Open julesjacobsen opened 3 years ago
@julesjacobsen Thanks for the summary, which captures the core of it!
There is an additional component - even if Phenopackets would provide the JSON Schema instances for individual schemas like OntologyClass
, in the larger context of GA4GH it would be an advantage to have it in a general {S}[B] collection, together with other schemas.
So for me, ideally, it doesn't matter if you define Phenopackets in Protobuf; but it would be very nice to push individual schemas to {S}[B] for "recycling" (i.e. use in other standards).
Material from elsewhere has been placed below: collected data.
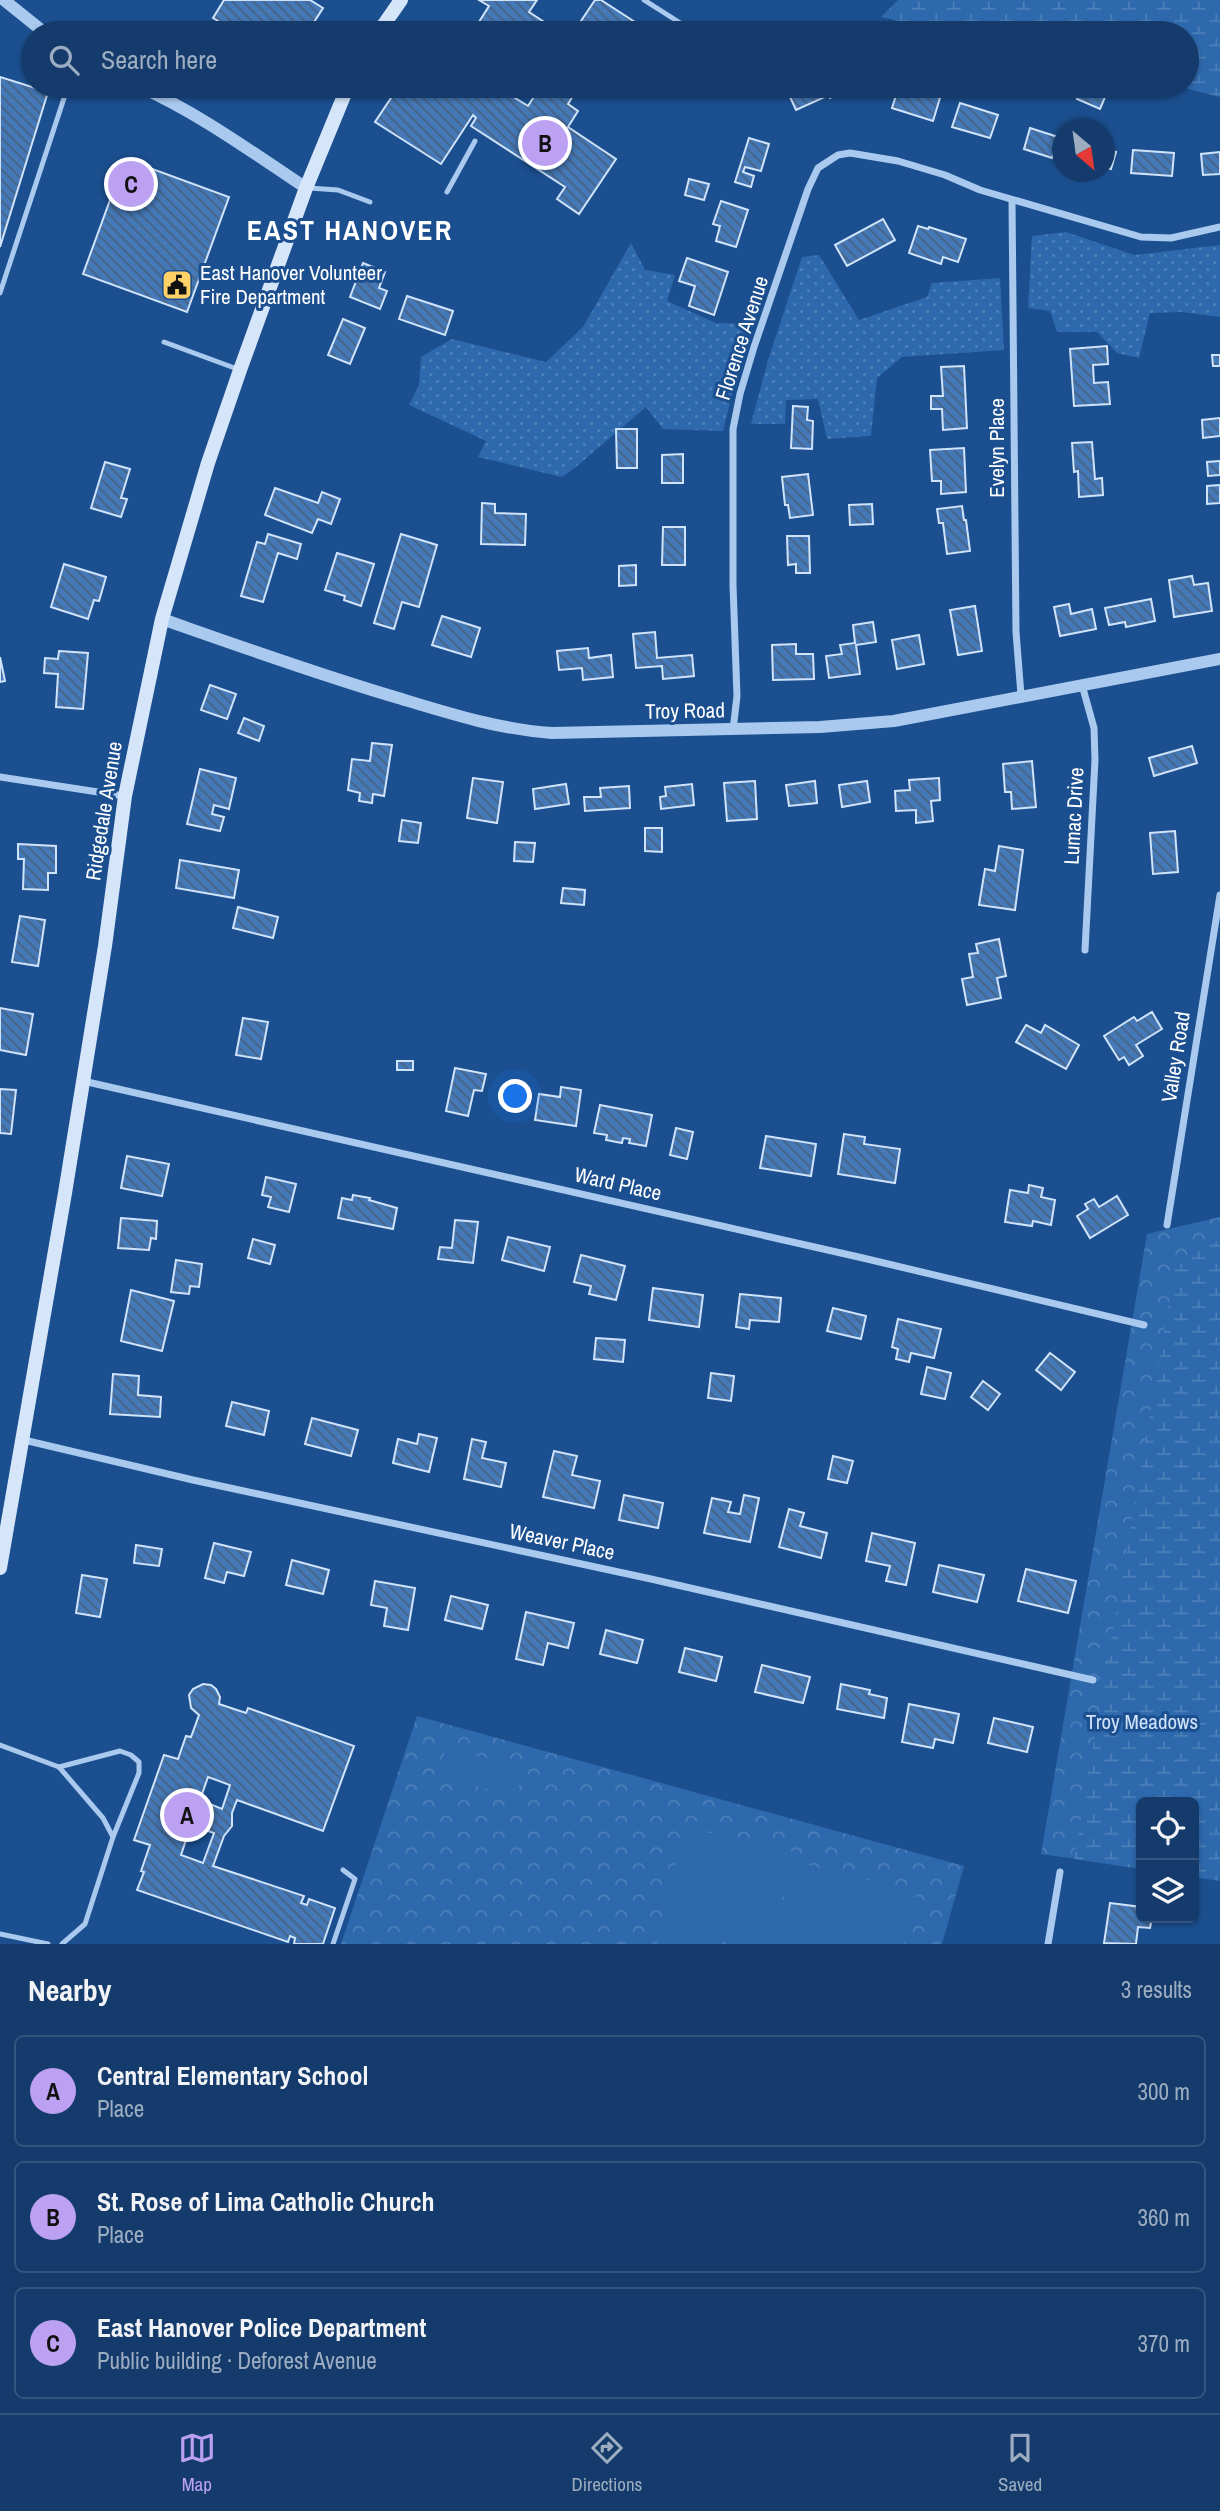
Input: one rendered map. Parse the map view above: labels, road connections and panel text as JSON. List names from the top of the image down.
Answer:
{
  "streets": {
    "main road": ["Ridgedale Avenue"],
    "street": [
      "Florence Avenue",
      "Evelyn Place",
      "Troy Road",
      "Lumac Drive",
      "Valley Road",
      "Ward Place",
      "Weaver Place"
    ]
  },
  "crossings": [
    ["Florence Avenue", "Evelyn Place"],
    ["Florence Avenue", "Troy Road"],
    ["Evelyn Place", "Troy Road"],
    ["Troy Road", "Ridgedale Avenue"],
    ["Troy Road", "Lumac Drive"],
    ["Ridgedale Avenue", "Ward Place"],
    ["Ridgedale Avenue", "Weaver Place"]
  ],
  "districts": ["EAST HANOVER"],
  "parks": ["Troy Meadows"],
  "places": {
    "public building": ["East Hanover Volunteer Fire Department"]
  },
  "north": "bottom right",
  "page": {
    "search": "Search here",
    "pins": ["B", "C", "A"],
    "heading": ["Nearby", "3 results"],
    "list": [
      {
        "mark": "A",
        "name": "Central Elementary School",
        "note": "Place",
        "value": "300 m"
      },
      {
        "mark": "B",
        "name": "St. Rose of Lima Catholic Church",
        "note": "Place",
        "value": "360 m"
      },
      {
        "mark": "C",
        "name": "East Hanover Police Department",
        "note": "Public building · Deforest Avenue",
        "value": "370 m"
      }
    ],
    "nav": ["Map", "Directions", "Saved"]
  }
}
Yes, for Search in particular, we need a way to say things like the following:
The mechanism in Search for doing this is to point to a JSON Schema that is the canonical definition of that concept.
To accomplish this, we have been treating https://schemablocks.org/schemas/sb-phenopackets/current/Phenopacket.json
as the canonical identifier for "this is a Phenopacket."
Examples:
https://schemablocks.org/schemas/sb-phenopackets/current/Phenopacket.json
https://schemablocks.org/schemas/sb-phenopackets/v1.0.0/Individual.json#/properties/sex
https://schemablocks.org/schemas/sb-phenopackets/v1.0.0/PhenotypicFeature.json#/properties/ageOfOnset
https://schemablocks.org/schemas/sb-phenopackets/v1.0.0/OntologyClass.json#/properties/id
I think the shortcomings in expressiveness that I called out above are something we will need to figure out in the context of Search. I'm just including them for clarity and completeness.
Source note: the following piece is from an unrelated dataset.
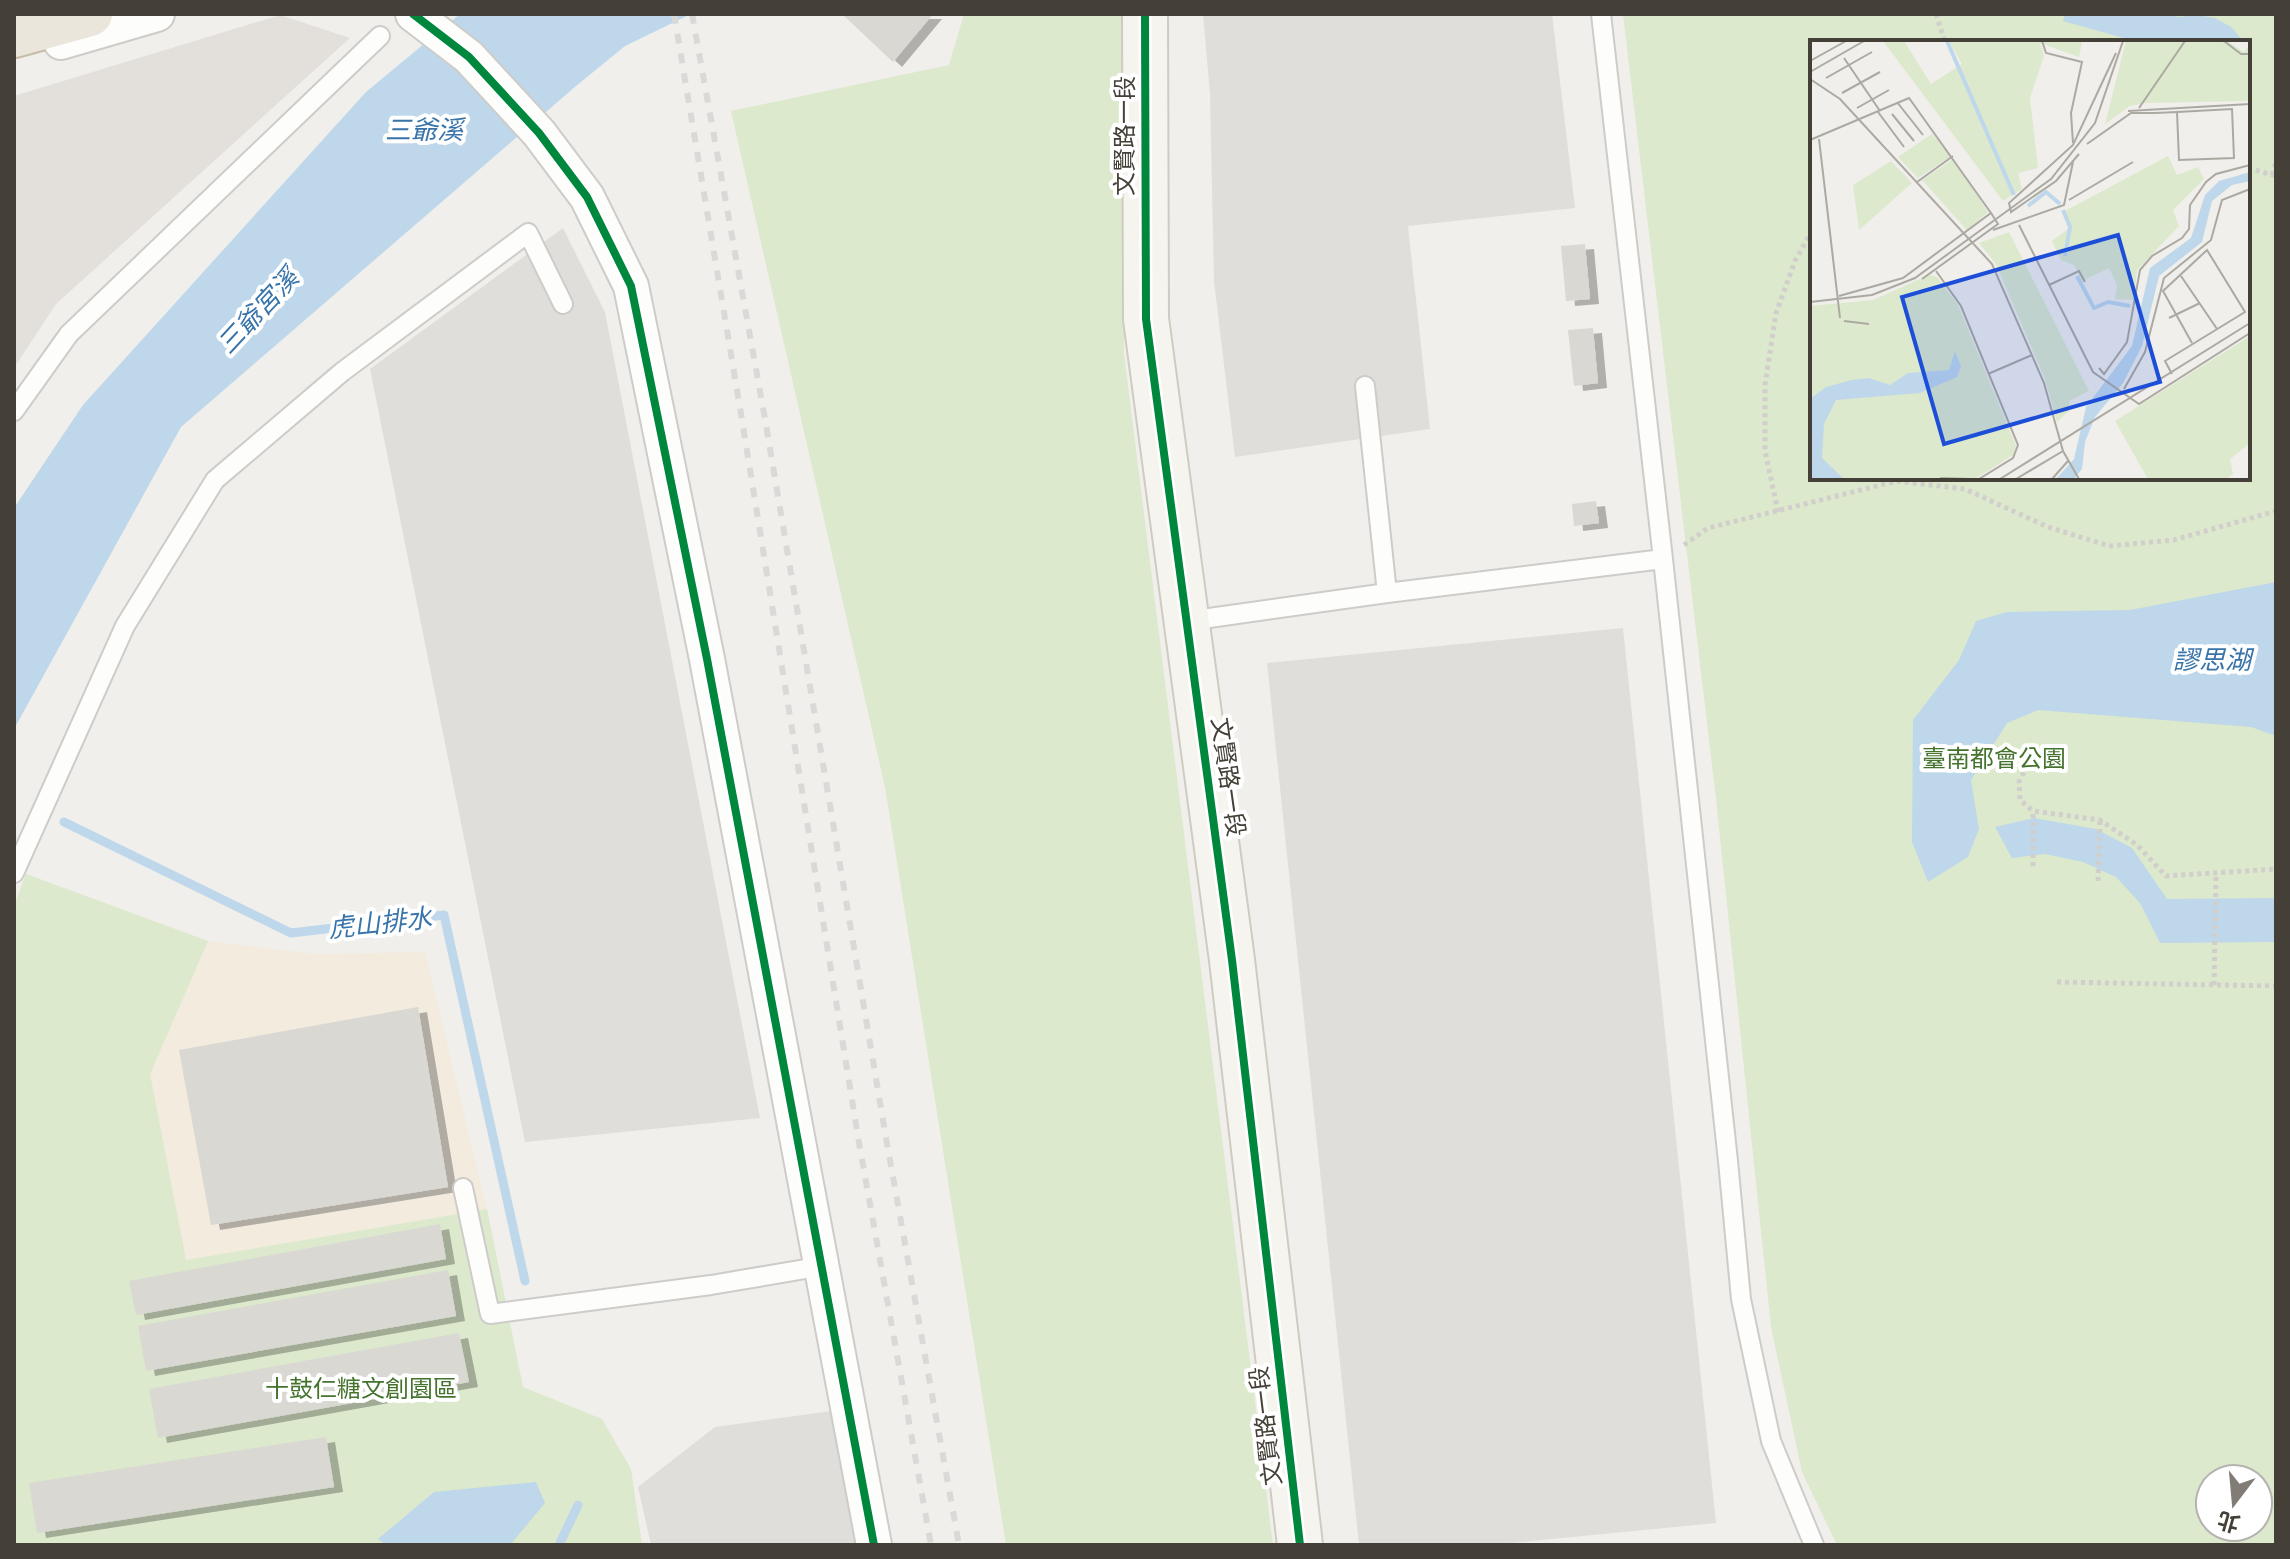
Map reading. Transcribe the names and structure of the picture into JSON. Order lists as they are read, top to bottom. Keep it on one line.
{"streets":{"street":["文賢路一段"]},"water":["三爺溪","三爺宮溪","謬思湖","虎山排水"],"parks":["臺南都會公園","十鼓仁糖文創園區"],"north":"bottom"}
What we would be looking for from Phenopackets is a way to refer to a Phenopacket and parts thereof unambiguously. Any two sites that expose Phenopackets data via Search should point to this same place. Designating SchemaBlocks as the official home for such concept pointers would certainly be one way to achieve this.
And the {S}[B] schemas point clearly to the donor schema, authors, documentation ... as the authoritative version.
But ideally we'd have a setup in which GA4GH devs support the translation, so that it is not solely left to interaction between {S}[B] "volunteers" and donor schema maintainers.
For the the donor schemas, there are benefits in exposure but also in shifting from "we have this but still work on the docs" to "current stable version in {S}[B], thank you very much indeed".
Might be of interest, leaving here as a 'bookmark' - this is the blog post
https://github.com/confluentinc/schema-registry
and this one
I've had eyes on the confluent schema registry product for a while. I'd love to hear thoughts if anyone does a deep dive!
Protobuf isn't compatible with JSON schema-based projects such as Search/Beacon so they rely on a second-hand Schemablocks representation of some elements.
Ideally pehnopackets should be directly discoverable and useable in JSON schema projects with its own namespace e.g. schema.org findability.
@jfuerth, can you expand on this?